In 1984 An Taisce (The Irish National Trust) adopted the cottage as a model of craftsmanship in restoration and preservation of detail of houses built in 17th century Ireland. They said that specialised work of the stonemason, flax thatcher, blacksmith, traditional carpenter, cooper, turner, and tinsmith all give the cottage a uniquely authentic feel.
When An Taisce was overseeing the restoration of a thatched cottage in Donegal the architect Anton McGowan spent several hours at Ardroe cottage noting the original details. Mr McGowan said the beauty of the house would be difficult to emulate with its richness of restored architecture in a true traditional way.
In the early 1980's the restoration of thatched Irish cottages was rare and the national television channel RTE1 gave Ardroe a slot on their evening news. In 1985 the cottage was featured by Cliff Michelmore on his BBC "Holiday" programme. In 2006 a series of documentaries called "Ceart agus Coir" were made for television channel TG4 and Ardroe cottage was used as the location for the fourth in the series.
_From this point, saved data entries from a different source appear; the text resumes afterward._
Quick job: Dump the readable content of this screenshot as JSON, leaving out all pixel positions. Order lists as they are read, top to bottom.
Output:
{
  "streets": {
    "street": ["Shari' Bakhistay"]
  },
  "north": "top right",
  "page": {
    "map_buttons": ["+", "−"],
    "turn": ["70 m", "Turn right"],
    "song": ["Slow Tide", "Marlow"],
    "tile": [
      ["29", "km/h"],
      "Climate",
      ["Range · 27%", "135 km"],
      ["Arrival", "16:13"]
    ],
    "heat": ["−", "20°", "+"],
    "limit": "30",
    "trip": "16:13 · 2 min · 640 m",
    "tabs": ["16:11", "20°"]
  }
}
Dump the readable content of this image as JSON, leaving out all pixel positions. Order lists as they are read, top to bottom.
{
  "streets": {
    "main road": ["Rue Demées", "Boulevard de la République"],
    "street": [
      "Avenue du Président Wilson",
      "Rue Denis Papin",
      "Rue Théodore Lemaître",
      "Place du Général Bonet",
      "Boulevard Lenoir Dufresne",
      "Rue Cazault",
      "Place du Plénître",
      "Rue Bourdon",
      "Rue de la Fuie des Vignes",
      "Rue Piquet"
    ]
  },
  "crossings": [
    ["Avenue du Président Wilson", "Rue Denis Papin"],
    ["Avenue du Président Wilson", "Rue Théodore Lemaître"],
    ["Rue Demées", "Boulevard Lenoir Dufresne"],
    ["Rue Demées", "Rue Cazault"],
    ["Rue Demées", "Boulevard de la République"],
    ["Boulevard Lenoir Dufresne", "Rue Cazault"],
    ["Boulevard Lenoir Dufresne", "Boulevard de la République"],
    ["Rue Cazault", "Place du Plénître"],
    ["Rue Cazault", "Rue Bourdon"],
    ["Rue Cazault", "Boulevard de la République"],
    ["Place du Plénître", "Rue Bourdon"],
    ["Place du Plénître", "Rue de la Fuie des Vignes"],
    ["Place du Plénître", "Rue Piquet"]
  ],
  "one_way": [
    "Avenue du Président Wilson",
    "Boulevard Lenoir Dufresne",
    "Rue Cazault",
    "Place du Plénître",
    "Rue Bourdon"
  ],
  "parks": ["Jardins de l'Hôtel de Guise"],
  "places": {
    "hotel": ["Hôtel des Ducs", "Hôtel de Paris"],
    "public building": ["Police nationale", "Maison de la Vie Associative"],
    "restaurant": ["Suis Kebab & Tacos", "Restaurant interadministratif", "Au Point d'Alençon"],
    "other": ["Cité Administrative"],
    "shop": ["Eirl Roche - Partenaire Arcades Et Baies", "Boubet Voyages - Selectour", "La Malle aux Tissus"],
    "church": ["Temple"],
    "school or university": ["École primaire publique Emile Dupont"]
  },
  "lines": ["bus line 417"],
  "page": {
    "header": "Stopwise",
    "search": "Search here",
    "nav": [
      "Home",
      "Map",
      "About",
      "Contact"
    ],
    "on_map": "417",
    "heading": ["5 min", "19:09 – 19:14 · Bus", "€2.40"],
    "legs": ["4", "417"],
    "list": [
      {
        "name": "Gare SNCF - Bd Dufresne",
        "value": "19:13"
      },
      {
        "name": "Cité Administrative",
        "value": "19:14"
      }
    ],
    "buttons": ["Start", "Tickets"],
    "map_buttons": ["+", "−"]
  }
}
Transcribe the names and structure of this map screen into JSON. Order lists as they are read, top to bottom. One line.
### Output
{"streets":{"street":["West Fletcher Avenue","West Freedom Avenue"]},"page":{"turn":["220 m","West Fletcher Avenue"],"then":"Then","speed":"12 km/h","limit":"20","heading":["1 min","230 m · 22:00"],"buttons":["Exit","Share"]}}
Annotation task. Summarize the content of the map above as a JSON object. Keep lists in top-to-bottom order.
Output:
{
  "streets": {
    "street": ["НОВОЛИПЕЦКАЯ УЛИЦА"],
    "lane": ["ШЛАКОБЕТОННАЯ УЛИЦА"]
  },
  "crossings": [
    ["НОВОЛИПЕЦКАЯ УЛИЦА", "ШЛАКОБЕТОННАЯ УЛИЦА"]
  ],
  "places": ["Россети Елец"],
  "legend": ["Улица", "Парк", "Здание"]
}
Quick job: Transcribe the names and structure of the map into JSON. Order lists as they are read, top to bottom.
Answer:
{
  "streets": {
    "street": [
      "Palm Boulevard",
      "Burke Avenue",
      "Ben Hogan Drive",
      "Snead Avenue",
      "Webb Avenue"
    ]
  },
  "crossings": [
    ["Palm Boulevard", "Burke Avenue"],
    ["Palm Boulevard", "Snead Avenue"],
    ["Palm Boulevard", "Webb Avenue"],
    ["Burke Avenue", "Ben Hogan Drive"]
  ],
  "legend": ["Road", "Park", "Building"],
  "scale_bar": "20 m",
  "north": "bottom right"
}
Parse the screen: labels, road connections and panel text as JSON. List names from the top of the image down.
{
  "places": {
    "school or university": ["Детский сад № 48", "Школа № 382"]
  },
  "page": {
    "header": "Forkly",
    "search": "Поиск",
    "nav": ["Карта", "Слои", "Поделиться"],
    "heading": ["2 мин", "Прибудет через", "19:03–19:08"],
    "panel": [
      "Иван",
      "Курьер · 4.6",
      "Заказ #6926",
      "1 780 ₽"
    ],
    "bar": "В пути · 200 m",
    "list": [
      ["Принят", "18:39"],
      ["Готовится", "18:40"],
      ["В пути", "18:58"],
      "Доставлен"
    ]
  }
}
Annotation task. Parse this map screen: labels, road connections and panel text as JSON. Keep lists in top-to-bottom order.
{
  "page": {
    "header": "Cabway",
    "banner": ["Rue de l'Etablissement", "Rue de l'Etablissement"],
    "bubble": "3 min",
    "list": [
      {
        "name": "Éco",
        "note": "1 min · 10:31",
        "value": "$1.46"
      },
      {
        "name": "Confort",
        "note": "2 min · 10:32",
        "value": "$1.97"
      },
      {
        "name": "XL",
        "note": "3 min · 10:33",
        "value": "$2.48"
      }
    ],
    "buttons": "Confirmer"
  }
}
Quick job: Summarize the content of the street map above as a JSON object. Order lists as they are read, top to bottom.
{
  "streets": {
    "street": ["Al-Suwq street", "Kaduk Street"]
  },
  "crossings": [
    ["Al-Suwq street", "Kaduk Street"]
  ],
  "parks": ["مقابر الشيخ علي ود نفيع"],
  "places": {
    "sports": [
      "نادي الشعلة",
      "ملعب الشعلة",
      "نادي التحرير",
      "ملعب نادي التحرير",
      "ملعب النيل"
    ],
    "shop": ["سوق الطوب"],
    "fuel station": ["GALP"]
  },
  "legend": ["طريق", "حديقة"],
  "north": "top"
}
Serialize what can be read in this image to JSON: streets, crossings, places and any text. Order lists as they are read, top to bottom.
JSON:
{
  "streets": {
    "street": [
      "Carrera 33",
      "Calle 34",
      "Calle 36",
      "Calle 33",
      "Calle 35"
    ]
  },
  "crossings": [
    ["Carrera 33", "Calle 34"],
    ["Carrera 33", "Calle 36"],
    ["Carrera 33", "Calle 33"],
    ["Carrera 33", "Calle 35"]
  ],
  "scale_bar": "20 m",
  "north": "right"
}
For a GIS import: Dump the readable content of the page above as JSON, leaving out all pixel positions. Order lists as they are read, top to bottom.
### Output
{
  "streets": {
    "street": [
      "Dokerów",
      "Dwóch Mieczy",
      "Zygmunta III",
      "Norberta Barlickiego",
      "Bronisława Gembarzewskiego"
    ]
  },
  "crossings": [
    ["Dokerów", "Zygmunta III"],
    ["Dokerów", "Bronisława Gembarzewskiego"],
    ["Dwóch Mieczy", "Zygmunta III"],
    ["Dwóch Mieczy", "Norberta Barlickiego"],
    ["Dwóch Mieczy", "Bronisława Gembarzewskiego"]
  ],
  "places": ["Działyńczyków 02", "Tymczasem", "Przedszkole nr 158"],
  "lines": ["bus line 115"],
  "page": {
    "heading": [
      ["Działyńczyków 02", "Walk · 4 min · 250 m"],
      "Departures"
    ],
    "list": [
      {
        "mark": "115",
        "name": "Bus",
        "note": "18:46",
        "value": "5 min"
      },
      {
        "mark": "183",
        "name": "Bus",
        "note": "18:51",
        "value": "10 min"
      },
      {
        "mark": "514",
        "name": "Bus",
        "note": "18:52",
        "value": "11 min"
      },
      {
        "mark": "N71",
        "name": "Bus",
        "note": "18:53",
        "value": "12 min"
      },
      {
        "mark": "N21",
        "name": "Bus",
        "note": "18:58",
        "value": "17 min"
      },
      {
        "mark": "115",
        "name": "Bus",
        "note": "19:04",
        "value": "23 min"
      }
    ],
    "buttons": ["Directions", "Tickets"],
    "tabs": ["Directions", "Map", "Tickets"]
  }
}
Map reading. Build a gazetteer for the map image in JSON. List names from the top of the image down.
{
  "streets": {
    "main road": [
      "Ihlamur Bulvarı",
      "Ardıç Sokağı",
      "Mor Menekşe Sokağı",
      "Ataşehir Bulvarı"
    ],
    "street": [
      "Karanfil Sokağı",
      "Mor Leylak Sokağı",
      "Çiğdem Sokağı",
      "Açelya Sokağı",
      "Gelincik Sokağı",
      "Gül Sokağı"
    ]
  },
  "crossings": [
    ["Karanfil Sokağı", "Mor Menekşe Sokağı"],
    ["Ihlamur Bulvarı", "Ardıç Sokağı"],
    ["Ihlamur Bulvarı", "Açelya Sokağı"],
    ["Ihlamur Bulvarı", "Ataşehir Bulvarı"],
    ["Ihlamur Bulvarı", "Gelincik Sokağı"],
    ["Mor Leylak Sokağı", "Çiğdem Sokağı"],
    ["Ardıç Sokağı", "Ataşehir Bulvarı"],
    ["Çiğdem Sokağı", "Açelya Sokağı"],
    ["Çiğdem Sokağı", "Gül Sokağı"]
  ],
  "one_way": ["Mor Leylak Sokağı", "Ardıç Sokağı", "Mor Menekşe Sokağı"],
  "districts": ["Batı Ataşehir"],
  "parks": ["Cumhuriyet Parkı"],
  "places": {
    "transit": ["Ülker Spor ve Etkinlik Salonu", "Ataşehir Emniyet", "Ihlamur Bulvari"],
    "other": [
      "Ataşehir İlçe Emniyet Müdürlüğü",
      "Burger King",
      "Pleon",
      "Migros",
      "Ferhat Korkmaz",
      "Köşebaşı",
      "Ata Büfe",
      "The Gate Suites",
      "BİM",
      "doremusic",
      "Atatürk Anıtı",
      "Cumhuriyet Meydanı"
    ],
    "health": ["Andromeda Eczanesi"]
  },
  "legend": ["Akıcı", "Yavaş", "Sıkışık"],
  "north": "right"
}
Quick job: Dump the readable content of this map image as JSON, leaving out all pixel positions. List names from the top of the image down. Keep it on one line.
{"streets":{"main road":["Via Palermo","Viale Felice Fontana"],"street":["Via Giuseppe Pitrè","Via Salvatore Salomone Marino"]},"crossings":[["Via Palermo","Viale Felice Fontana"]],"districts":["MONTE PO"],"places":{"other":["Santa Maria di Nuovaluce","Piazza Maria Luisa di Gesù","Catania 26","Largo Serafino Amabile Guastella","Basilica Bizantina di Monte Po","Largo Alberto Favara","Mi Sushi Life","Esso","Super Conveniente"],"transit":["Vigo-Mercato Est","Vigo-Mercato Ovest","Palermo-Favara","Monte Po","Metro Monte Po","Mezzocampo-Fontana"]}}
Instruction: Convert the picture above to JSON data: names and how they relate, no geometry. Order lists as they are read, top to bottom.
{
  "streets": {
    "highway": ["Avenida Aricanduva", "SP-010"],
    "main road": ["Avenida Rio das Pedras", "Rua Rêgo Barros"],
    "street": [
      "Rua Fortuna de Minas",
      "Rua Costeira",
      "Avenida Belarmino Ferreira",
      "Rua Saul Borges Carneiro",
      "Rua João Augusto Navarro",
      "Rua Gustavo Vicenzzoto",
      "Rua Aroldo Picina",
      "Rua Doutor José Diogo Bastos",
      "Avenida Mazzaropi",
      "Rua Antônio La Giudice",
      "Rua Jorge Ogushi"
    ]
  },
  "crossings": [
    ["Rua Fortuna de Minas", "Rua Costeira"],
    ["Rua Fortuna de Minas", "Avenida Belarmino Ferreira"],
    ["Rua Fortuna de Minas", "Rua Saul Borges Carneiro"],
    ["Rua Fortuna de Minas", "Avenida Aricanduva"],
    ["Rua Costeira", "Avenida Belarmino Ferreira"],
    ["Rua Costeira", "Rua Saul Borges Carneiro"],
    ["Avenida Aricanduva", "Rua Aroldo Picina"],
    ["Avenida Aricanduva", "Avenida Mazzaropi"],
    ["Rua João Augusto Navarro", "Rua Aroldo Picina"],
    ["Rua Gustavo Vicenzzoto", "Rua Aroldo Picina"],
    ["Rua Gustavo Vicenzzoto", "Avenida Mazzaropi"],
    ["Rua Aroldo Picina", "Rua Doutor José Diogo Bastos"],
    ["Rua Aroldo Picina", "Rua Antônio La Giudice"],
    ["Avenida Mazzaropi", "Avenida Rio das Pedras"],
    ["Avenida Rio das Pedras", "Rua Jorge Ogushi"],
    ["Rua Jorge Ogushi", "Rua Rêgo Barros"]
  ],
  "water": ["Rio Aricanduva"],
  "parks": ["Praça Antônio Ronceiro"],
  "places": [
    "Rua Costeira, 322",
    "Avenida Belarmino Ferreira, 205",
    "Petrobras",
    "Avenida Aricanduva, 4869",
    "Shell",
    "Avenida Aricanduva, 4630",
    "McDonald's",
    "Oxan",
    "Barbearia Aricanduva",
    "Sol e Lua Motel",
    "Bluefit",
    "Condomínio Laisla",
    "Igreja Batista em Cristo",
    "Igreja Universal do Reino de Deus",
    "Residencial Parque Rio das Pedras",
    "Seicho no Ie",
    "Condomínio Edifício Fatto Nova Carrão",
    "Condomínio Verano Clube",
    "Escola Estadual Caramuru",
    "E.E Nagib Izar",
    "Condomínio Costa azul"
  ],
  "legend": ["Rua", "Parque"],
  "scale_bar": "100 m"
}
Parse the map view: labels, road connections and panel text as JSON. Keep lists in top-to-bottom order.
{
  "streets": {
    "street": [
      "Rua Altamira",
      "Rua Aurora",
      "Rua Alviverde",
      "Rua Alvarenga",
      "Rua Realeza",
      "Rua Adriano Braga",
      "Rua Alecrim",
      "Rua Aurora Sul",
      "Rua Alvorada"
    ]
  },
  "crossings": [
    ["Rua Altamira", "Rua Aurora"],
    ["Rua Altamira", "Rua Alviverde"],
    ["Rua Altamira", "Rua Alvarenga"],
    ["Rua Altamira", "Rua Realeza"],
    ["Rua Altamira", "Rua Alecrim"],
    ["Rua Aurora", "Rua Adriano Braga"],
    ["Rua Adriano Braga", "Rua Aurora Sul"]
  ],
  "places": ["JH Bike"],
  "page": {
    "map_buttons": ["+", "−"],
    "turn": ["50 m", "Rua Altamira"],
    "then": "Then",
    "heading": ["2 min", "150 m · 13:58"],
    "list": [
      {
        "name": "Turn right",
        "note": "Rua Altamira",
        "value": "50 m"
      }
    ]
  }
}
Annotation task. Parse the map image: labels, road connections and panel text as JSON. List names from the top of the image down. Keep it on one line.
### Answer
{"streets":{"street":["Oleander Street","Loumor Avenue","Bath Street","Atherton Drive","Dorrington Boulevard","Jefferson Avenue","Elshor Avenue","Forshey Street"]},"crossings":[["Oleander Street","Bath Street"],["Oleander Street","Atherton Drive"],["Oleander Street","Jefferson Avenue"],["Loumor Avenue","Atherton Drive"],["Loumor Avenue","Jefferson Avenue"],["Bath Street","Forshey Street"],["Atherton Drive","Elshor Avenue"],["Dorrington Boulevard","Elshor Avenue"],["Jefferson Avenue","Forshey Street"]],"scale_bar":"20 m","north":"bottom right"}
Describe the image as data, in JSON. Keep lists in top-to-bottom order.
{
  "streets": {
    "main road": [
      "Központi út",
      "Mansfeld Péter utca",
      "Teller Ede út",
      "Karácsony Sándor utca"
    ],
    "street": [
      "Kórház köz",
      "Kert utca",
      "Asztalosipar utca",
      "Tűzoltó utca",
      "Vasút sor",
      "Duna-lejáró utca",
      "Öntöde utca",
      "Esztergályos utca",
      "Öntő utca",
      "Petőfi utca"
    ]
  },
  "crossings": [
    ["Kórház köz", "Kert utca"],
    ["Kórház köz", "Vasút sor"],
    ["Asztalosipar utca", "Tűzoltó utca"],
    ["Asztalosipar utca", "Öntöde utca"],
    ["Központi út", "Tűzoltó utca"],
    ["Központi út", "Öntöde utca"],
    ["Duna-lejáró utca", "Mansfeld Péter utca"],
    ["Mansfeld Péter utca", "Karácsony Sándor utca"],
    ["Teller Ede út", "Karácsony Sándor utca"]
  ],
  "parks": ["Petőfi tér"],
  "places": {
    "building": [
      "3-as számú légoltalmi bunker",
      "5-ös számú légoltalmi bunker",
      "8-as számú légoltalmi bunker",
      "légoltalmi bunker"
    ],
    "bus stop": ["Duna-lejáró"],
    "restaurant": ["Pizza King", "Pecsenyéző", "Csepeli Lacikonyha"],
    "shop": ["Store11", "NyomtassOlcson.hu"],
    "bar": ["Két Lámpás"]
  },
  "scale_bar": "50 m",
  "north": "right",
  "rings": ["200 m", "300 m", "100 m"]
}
However the cottage, contents and outhouses are not museum pieces as they continue to be enjoyed today just as they were in the 17th century. The homely atmosphere of a lived in cottage still persists in this picturesque restored thatched cottage with its traditional Irish cottage garden. Ardroe cottage offers the visitor the opportunity to experience a genuine Irish heritage cottage and to appreciate such unique features as limestone surfaces, bog oak beams, thick stone walls, open hearth fireplace with crane, small sash windows and lint thatch overhanging the white-washed walls.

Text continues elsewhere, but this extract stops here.